Opromieniona słońcem Monika Richardson poleruje auto na stacji. Dżentelmeński partner dziennikarki zapłacił za paliwo (ZDJĘCIA)
Mimo krótkiego stażu nowego związku Monika Richardson udowodniła, że jest w stanie wiele znieść dla skazanego partnera. Mężczyzna wyraźnie odżył po uniknięciu kary więzienia. Wybuch wiosny, z której może nieskrępowanie korzystać, skłonił go do wykazania hojnego gestu wobec ukochanej.

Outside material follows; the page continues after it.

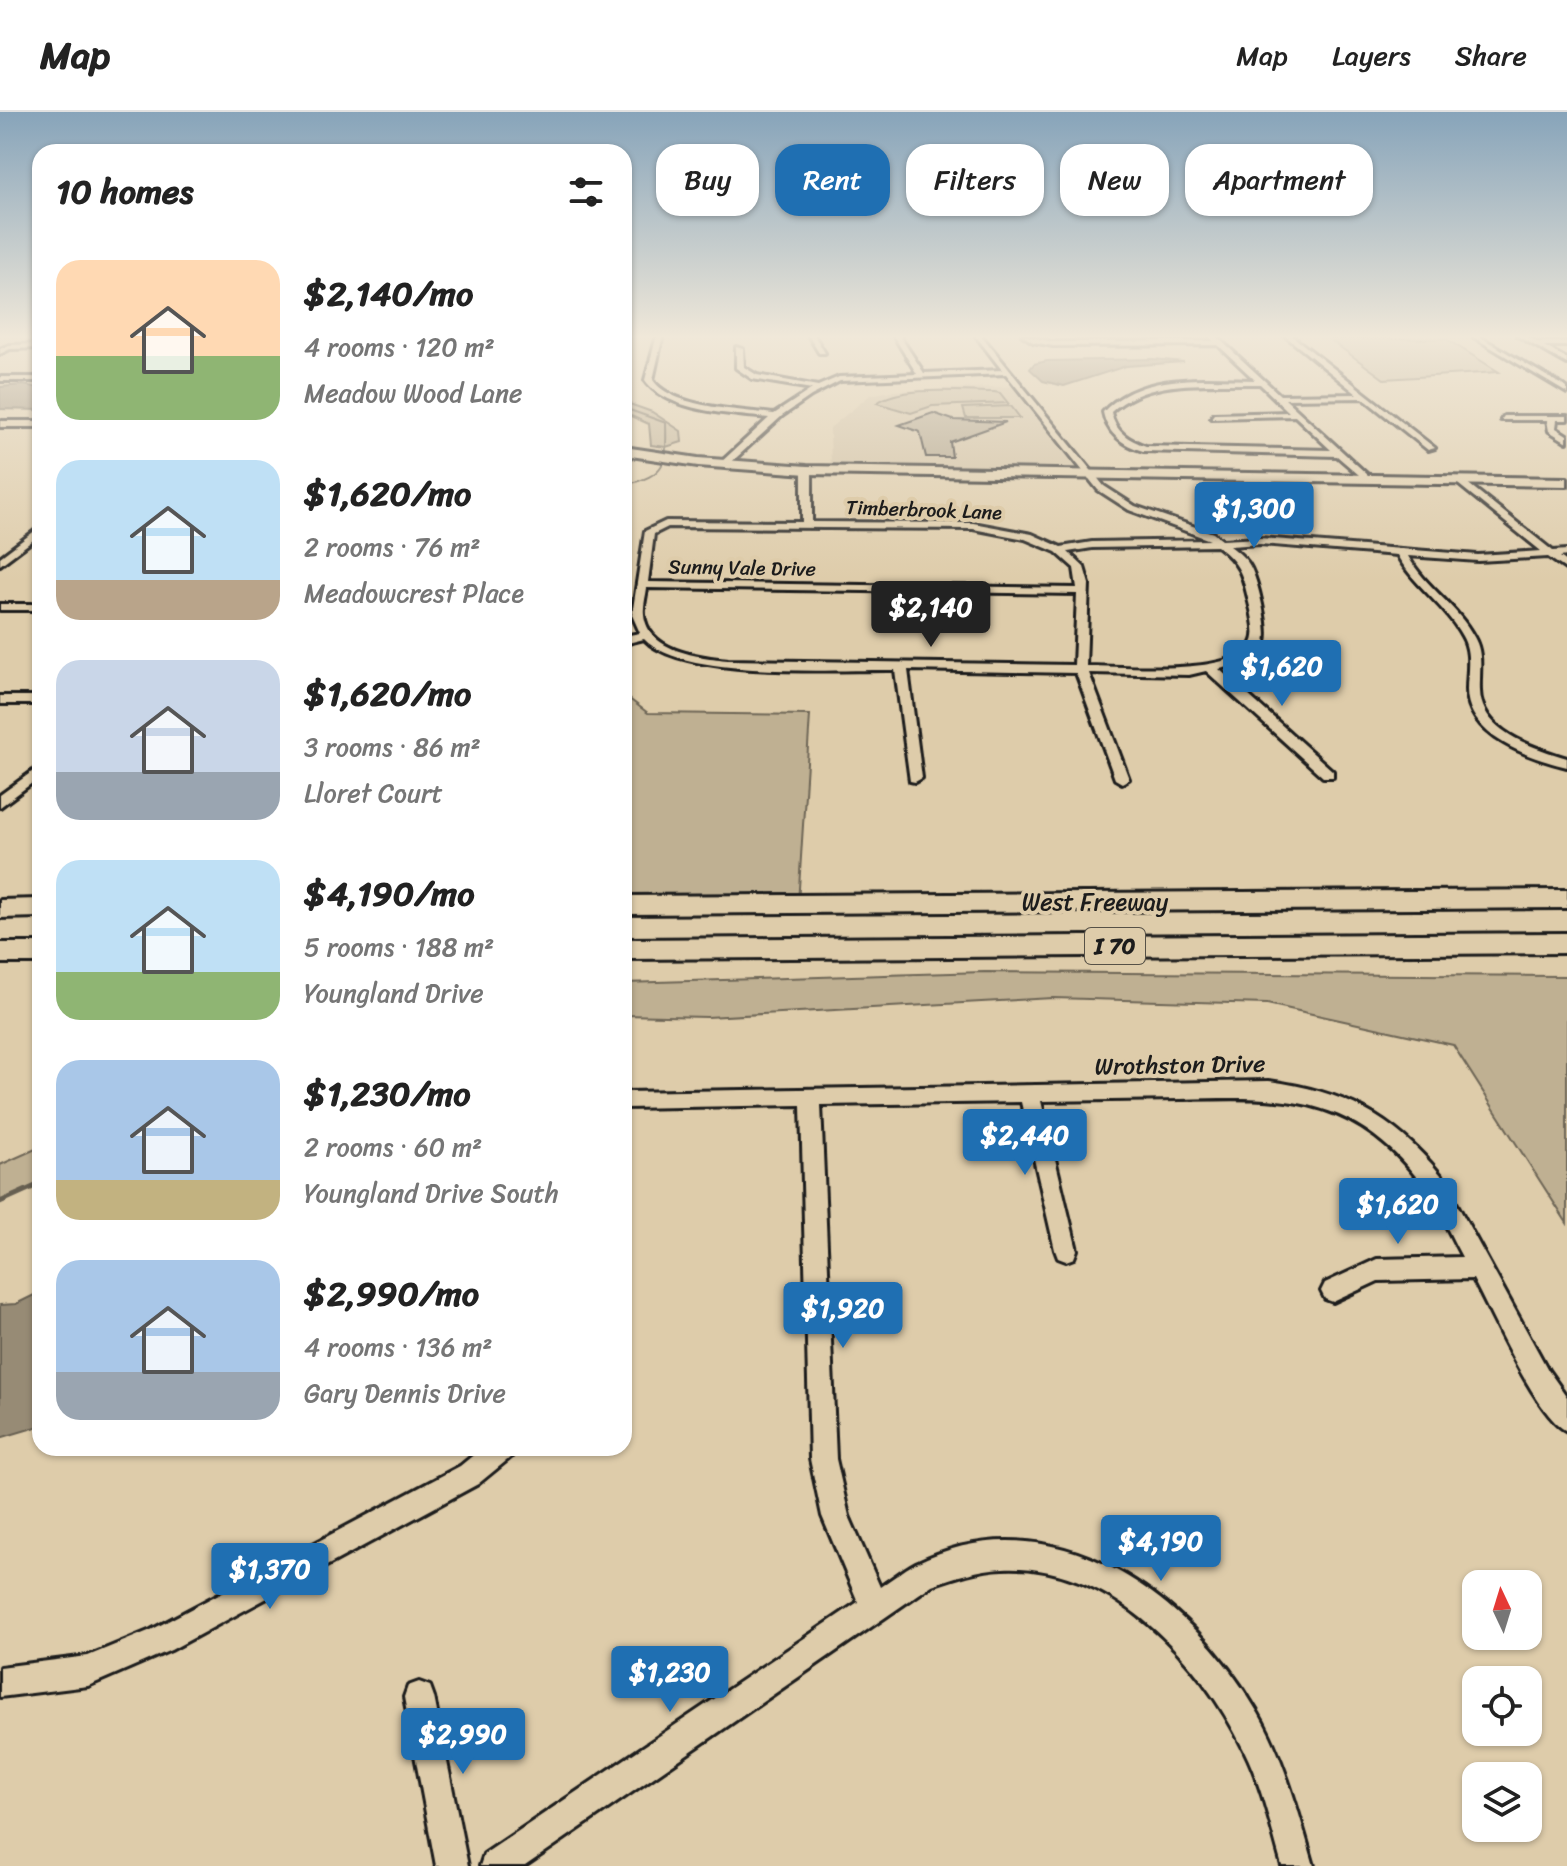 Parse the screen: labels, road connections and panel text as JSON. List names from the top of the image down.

Ten związek od początku budził olbrzymie kontrowersje. Niezrażona miłosnymi niepowodzeniami Monika Richardson otworzyła swe gołębie serce dla mężczyzny będącego na bakier z prawem. Wraz z nadejściem nowego roku zamieszkała z tajemniczym Arturem, oskarżanym w przeszłości m.in. o wyłudzenia podatku VAT. To jedynie wierzchołek licznych przestępstw, jakich miał się dopuścić.

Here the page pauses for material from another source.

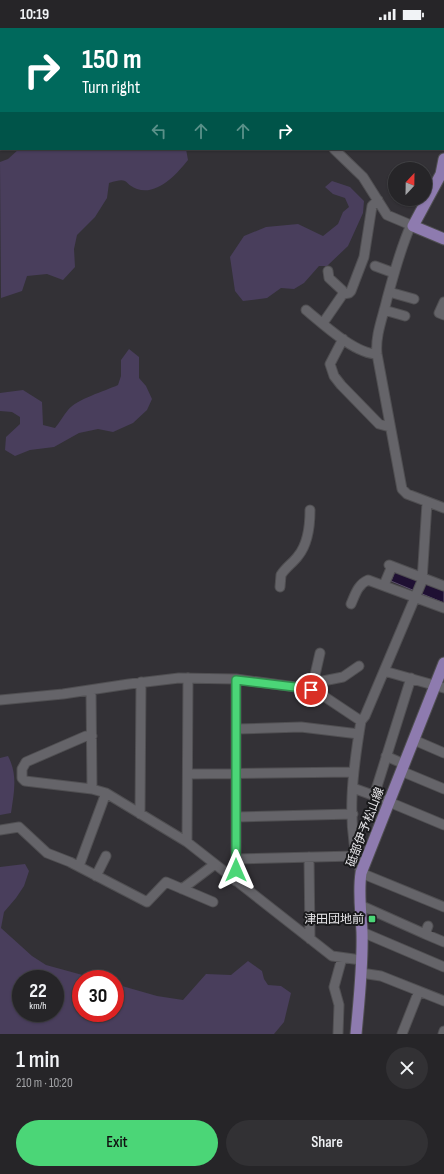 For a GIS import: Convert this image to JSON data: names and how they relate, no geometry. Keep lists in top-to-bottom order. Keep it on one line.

ZOBACZ: Ukochany Moniki Richardson ma kryminalną przeszłość. Nie zgadniecie, za co siedział w WIĘZIENIU
Dawna gwiazda Telewizji Polskiej najwidoczniej wyszła z założenia, że każdy zasługuje na drugą szansę. Przypomnijmy, że jeszcze kilka tygodni temu nad mężczyzną krążyło widmo 3-letniego pobytu w więziennej celi. Po ogłoszeniu korzystnego dla niego wyroku sądu, natychmiast skierował swoje kroki do ukochanej, kontynuując miłosną sielankę.
47-latek może cieszyć się urokami upragnionej wolności, lecz mimo to zobowiązany jest do uiszczenia kary pieniężnej w wysokości bagatela 2,5 mln złotych. Mimo perspektywy utraty znacznej części majątku, postanowił nie oszczędzać na partnerce. Podczas kiedy Monika Richardson zadbała o stan czystości swojego audi, prężąc się ze ściągaczką do szyb w dłoni, szczodry Artur uregulował rachunek za paliwo opiewający na niespełna 170 złotych.
Dziennikarki tego dnia nie opuszczał dobry nastrój. Pytanie tylko, co skuteczniej wpłynęło na jej uśmiechy posyłane w stronę towarzyszących jej fotoreporterów: promienie wiosennego słońca, czy raczej radość z możliwości spędzania kolejnych wspólnych chwil u boku wybranka?
Monika Richardson od lat pozostaje wierna jednej marce samochodów. Tym razem wreszcie nie musimy rozpisywać się na temat niewłaściwego zaparkowania auta przez jednego ze znanych kierowców.
Rosnące ceny benzyny coraz bardziej drenują portfele Polaków. Niestety, chcąc sprawnie przemieszczać się ulicami stolicy, trzeba liczyć się ze zwiększonymi wydatkami.
Właścicielka szkoły językowej wzięła się ostro do pracy. Korzystając z okazji, podwinęła rękawy beżowej koszuli, starannie polerując swoje audi.
Jej życiowy partner, jak na mężczyznę z klasą przystało, wyciągnął kartę płatniczą i pokrył koszty tankowania. Przy okazji zaopatrzył się w gazetę.
Patrząc na jej szatę graficzną, możemy przypuszczać, że Monika i Artur są zagorzałymi czytelnikai brukowców. 52-latka będzie czytała doniesienia o swoich koleżankach i kolegach, przegryzając świeżą przekąskę.
We wnętrzach tak błyszczącego auta śmiało można pokazać się na mieście. Mężczyzna wyręczył swoją ukochaną w prowadzeniu pojazdu.
Nawet znani i lubiani nie wywiną się od podwyżek cen na stacjach benzynowych. Blisko 24,5 litra benzyny 98 uszczupliło stan konta o prawie 170 zł.